Il racconto del movimento esodico, che comprende Esodo, Levitico, Numeri e Deuteronomio, è tutto scandito dal verbo “uscire” al punto che acquisisce un significato archetipale.

Non solo “uscita” dall’Egitto, dalla casa di schiavitù che diventerà fondamento della fede ebraica, ma anche “uscita verso la vita” per indicare la nascita come “uscita dal grembo materno”. Grembo pensato come luogo tranquillo e sicuro che ha da essere lasciato per affrontare la vita, la novità, il futuro nel quale giocare la propria libertà per diventare uomini. L’ Egitto così può essere pensato come un grembo da lasciare per affrontare la vita. Nel nostro caso per diventare “popolo” libero e responsabile.

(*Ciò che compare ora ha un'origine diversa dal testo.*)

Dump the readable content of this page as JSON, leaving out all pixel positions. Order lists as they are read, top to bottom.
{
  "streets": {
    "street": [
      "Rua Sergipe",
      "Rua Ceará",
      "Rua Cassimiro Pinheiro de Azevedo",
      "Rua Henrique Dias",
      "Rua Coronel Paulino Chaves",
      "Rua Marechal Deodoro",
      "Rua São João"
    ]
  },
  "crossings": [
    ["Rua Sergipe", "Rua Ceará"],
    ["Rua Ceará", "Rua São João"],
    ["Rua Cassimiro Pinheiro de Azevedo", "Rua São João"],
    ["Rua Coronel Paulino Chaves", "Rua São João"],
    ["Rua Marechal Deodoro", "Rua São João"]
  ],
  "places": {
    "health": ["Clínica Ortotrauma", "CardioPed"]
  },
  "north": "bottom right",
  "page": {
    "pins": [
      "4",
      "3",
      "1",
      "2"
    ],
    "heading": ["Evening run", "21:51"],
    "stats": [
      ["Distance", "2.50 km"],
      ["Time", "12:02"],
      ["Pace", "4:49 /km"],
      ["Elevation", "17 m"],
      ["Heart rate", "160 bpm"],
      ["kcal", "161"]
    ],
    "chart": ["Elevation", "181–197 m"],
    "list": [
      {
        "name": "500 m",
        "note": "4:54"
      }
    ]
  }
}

È un’uscita che si completa con l’entrata nella Terra (promessa) che a riguardo della vita può assumere il simbolo negativo perché si “esce dal grembo” come si “esce alla luce” ma si “entra nel sepolcro”, si “entra nello Sheol” il regno dei morti.

Tra uscita ed entrata c’è da compiere un “cammino“, il cammino lungo e faticoso nel deserto. Lì non c’è più la sicurezza del cibo e dell’acqua come in Egitto e questa precarietà farà nascere proteste e recriminazioni verso Dio e verso il suo mediatore – liberatore Mosè. Ci sarà perfino chi vorrà tornare indietro.

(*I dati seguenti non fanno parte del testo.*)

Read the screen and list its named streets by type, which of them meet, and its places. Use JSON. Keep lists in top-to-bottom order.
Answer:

Comodità e libertà non vanno tanto d’accordo.

Quindi tre termini paradigmatici: uscire – camminare – entrare, che purtroppo spesso le nostre traduzioni, ossessionate dalla paura delle ripetizioni, riportano con dei sinonimi che fanno perdere il filo rosso e con esso il legame simbolico sottolineato dal testo originale.